Esa sedosa pañoleta de ir a misa, el
sobrio vestido negro, el Cristo colgando en el pecho, el reloj en su muñeca,
punteando las suspendidas doce, y los refulgentes zapatos de tacón… le surten
la prestancia que ameritan los tiempos.
Apoltronado en el deshilachado sofá,
naufrago con la vista en el techo en el que un verdoso moho trabaja sin cesar.
Tomo la humeante taza de tilo puesta en la mesita a mi derecha, le doy un sorbo
y mientras relamo los bordes… la miro inmóvil, pero cautivada frente a mí. ¡De
repente!, ondas vienen y van. No puedo renunciar a sentir ese coraje en la
memoria, en la que facturo los largos momentos que me prohibiste vivir.
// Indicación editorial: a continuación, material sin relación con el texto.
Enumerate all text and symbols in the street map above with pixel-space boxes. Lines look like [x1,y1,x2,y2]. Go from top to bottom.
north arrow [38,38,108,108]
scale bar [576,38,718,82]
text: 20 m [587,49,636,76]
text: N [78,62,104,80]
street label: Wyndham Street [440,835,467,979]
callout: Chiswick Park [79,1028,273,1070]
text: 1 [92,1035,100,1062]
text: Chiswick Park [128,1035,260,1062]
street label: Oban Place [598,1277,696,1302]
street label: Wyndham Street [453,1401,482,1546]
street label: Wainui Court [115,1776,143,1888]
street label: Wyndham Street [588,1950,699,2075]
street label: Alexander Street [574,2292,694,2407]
Desde el propio inicio de mi escuela,
¡se gestaba!, ladrillo a ladrillo y sin yo comprenderlo, una prisión eterna.
Antes de eso era feliz con mis compañeros de grado, hasta que unos meses
después de mi contento diario, resolviste retirarme del colegio y
proporcionarme tú misma mis convenientes clases particulares, y me excluiste
del mundo y de la realidad. Comencé a alimentarme de la ficción. Yo existía en
un entorno fantasmal: sin amigos, ¡ni rostros!, sin vecinos, ¡ni saludos!, sin
otro descendiente, ¡ni otra familia!, que no fueses tú.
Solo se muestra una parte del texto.